What the exercise asks: Filter the data below, keeping only lines that contain "column".

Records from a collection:
_ _ _
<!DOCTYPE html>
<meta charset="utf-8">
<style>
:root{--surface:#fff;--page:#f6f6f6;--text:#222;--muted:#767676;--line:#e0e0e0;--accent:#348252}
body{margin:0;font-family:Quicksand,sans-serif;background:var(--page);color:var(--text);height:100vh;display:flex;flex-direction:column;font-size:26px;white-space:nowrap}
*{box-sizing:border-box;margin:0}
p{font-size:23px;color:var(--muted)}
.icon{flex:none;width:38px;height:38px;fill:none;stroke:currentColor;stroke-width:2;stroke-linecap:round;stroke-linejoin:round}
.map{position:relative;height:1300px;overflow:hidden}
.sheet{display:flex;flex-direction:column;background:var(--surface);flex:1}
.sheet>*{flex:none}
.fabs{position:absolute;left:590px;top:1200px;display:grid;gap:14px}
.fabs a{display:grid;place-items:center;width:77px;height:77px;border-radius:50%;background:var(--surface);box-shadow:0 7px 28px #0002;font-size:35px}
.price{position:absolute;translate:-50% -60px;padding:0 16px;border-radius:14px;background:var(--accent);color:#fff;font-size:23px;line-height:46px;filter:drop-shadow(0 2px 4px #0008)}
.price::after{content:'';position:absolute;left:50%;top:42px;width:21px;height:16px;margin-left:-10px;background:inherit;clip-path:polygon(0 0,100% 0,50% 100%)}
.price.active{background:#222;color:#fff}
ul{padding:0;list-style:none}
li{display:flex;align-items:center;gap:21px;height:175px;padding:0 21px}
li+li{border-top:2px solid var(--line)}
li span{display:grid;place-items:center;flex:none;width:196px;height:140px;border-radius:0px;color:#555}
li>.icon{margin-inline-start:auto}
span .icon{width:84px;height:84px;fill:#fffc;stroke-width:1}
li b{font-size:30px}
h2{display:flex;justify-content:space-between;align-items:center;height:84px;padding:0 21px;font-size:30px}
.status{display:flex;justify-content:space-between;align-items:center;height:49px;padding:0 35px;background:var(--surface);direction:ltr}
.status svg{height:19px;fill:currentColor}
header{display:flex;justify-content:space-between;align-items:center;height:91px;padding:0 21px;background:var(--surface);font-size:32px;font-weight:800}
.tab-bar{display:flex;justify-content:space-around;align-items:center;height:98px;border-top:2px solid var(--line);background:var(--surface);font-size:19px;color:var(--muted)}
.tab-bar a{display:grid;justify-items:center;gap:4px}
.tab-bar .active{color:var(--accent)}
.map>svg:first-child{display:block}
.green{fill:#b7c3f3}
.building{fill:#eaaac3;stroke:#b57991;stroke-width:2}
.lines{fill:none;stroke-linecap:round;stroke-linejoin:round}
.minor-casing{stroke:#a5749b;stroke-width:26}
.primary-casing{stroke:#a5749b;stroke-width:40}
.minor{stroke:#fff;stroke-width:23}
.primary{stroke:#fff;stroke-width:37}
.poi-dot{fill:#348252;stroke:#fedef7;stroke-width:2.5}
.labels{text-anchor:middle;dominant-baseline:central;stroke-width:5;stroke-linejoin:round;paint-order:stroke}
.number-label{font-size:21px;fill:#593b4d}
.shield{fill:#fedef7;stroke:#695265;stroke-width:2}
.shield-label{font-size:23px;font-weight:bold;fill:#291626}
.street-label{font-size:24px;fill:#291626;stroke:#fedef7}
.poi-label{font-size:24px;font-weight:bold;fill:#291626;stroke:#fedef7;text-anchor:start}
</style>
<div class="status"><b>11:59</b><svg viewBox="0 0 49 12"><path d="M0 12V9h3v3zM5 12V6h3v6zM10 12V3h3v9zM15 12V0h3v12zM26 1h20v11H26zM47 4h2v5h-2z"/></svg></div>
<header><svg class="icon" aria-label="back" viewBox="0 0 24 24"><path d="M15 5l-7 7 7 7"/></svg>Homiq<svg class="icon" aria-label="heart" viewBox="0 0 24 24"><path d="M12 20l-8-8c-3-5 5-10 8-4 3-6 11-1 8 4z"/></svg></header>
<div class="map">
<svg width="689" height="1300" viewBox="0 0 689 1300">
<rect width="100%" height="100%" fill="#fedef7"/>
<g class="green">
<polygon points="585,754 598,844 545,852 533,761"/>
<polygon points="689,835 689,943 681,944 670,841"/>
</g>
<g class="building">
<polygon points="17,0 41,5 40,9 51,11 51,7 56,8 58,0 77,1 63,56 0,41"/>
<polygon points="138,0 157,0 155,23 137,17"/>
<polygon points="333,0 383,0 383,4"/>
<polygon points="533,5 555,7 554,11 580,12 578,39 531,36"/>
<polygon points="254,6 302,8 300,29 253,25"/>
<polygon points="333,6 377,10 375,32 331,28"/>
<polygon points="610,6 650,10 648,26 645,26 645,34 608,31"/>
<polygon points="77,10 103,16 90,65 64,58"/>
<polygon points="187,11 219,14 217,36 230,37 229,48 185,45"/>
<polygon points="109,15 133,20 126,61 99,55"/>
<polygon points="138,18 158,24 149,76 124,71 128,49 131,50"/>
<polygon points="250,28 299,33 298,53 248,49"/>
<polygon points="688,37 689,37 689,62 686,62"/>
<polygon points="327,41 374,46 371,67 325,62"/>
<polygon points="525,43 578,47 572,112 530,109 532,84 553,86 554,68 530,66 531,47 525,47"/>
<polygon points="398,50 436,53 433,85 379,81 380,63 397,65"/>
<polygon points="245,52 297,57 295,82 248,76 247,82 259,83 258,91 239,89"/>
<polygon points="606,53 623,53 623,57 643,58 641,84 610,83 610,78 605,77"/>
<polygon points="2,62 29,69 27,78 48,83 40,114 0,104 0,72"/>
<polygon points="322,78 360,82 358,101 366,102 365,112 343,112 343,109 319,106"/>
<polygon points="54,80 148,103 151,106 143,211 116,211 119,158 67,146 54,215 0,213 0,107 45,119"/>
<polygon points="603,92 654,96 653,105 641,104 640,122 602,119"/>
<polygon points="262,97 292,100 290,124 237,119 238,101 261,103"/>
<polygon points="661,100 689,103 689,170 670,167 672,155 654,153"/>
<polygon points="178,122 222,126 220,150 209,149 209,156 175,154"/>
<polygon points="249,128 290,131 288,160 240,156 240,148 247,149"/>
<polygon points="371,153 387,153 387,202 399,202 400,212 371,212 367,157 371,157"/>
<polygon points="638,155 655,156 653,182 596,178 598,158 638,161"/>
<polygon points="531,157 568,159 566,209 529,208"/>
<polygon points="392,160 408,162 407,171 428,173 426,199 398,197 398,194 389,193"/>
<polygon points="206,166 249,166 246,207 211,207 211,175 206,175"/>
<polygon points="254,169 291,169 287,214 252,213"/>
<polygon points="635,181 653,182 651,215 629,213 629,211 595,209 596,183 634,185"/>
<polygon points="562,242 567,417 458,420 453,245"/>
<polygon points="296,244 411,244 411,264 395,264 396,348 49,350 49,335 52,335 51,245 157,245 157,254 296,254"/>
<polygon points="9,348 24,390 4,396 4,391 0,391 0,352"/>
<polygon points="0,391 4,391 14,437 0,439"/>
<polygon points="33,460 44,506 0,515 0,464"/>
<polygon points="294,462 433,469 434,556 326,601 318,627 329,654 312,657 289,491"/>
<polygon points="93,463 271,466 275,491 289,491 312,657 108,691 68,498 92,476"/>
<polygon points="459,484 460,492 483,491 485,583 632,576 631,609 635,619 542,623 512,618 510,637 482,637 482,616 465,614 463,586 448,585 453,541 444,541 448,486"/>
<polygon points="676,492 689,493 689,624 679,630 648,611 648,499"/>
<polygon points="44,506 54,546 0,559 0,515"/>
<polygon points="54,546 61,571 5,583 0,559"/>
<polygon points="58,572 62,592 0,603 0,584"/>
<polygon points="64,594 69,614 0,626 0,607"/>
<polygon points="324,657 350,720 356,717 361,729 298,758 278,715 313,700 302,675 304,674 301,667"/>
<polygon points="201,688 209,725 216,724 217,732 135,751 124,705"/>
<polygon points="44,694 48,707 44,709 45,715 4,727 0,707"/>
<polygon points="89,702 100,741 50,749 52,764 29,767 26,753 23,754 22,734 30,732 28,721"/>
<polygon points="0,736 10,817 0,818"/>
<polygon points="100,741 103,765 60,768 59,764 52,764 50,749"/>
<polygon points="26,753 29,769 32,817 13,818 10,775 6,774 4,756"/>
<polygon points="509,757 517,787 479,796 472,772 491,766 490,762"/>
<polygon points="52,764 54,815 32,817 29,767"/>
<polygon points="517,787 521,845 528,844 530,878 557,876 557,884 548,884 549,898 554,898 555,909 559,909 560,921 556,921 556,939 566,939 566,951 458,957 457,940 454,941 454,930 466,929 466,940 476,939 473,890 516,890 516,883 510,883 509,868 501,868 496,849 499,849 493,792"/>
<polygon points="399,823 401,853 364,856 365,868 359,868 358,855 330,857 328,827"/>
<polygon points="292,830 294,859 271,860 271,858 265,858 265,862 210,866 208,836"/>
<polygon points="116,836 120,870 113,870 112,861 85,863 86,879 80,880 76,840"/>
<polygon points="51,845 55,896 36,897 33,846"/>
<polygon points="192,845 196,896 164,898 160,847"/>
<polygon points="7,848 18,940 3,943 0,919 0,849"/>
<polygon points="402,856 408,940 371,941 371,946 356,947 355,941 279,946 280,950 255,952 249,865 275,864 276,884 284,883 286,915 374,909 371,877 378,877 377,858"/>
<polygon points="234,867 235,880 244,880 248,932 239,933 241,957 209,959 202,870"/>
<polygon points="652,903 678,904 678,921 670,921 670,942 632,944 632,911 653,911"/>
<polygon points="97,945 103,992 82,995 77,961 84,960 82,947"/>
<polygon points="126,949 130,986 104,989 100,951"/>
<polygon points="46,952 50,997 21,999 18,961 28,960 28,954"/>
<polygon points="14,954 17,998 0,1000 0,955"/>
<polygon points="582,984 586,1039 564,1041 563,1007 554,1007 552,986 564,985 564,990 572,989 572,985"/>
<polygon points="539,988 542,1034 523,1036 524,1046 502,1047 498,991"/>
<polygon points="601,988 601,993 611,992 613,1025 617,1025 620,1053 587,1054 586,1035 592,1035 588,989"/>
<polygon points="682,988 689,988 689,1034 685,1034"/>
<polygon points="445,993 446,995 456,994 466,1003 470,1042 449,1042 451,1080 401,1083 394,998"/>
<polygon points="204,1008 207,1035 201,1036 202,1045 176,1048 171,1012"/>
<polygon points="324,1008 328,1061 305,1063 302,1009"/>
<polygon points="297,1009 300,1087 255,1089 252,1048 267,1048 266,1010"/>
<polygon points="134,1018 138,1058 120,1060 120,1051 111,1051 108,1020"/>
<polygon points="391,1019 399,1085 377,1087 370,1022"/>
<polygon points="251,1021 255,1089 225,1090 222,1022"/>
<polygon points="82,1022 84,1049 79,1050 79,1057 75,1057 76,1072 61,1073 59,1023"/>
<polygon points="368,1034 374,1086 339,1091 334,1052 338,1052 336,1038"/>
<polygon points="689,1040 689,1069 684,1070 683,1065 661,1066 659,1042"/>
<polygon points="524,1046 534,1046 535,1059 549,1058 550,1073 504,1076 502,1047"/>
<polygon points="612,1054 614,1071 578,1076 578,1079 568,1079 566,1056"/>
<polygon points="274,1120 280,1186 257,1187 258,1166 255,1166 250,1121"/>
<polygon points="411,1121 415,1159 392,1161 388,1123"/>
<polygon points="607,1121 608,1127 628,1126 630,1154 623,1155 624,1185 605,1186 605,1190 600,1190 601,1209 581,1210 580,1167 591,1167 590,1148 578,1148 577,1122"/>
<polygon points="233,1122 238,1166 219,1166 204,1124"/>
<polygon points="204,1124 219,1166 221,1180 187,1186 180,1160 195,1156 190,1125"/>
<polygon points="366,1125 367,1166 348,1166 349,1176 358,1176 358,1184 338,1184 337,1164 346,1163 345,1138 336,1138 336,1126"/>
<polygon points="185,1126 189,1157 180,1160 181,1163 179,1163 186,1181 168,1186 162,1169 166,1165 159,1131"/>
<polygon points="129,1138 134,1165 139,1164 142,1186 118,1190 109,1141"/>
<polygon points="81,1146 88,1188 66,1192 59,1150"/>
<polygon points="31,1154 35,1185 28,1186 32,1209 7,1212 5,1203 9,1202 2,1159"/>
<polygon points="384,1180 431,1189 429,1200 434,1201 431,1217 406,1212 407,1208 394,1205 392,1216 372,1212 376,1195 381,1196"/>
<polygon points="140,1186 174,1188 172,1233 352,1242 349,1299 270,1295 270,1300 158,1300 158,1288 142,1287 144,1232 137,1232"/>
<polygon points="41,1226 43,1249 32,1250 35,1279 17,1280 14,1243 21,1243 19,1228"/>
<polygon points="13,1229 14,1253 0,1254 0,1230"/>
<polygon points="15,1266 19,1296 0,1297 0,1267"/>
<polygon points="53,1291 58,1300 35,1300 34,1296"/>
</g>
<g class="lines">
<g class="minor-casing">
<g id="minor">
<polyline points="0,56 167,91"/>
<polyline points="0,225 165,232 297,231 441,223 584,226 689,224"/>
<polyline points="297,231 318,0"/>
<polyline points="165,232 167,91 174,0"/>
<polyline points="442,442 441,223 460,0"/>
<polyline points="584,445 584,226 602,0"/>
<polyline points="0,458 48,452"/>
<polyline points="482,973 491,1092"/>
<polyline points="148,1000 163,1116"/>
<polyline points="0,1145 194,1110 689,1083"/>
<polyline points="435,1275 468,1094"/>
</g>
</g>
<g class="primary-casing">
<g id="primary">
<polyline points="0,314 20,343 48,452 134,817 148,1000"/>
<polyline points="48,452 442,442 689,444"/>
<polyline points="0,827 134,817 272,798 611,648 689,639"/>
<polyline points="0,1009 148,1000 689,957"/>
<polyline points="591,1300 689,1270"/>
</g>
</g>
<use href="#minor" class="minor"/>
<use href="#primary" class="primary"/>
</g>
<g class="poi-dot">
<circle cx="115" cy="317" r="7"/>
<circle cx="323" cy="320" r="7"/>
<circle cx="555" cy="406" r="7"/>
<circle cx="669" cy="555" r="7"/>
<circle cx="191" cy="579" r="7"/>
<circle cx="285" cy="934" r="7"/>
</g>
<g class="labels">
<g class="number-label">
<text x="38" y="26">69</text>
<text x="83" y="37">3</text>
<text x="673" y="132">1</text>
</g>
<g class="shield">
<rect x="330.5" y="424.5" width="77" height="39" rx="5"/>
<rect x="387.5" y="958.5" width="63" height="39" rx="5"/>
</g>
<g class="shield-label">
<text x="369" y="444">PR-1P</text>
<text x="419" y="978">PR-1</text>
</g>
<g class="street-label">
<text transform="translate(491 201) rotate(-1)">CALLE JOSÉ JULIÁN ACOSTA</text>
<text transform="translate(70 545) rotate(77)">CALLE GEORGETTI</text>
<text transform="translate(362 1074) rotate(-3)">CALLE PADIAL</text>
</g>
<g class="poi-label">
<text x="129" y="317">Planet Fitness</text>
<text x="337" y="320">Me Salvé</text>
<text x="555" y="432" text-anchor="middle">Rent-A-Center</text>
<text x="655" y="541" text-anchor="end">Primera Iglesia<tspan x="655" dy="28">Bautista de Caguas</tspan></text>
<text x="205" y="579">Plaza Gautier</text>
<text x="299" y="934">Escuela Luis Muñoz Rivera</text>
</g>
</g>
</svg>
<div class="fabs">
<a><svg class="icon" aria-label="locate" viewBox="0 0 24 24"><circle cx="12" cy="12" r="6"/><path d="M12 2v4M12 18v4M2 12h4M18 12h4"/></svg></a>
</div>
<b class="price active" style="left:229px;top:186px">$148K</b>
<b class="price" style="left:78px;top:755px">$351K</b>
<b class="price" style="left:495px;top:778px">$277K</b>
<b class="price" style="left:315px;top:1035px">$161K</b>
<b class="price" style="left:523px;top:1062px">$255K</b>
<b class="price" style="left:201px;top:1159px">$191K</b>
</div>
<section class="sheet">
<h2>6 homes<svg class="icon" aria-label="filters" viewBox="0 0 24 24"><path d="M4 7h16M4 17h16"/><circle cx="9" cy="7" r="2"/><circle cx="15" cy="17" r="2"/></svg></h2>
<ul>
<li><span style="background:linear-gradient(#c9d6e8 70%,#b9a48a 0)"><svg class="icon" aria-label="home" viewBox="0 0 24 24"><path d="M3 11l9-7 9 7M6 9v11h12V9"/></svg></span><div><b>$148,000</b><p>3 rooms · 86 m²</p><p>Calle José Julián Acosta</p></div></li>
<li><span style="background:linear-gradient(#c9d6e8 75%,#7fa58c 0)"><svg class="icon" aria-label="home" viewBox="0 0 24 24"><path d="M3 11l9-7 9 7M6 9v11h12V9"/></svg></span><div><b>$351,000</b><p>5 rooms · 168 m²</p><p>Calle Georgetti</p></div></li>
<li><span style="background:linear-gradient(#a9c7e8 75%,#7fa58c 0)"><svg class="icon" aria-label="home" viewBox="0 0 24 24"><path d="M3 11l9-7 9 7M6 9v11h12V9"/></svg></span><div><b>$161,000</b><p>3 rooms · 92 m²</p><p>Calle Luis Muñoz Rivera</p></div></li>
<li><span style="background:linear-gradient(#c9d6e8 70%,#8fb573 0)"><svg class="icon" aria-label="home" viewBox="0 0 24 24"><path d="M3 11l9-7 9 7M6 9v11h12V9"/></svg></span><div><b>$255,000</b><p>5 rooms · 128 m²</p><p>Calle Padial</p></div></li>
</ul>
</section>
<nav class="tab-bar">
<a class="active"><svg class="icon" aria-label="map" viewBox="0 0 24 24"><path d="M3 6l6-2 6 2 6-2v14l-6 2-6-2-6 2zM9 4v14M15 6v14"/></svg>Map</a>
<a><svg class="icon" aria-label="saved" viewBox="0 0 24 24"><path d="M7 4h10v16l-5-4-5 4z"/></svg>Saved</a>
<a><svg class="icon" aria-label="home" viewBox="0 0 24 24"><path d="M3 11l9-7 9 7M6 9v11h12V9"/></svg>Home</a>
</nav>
_ _ _
Reply to the task:
body{margin:0;font-family:Quicksand,sans-serif;background:var(--page);color:var(--text);height:100vh;display:flex;flex-direction:column;font-size:26px;white-space:nowrap}
.sheet{display:flex;flex-direction:column;background:var(--surface);flex:1}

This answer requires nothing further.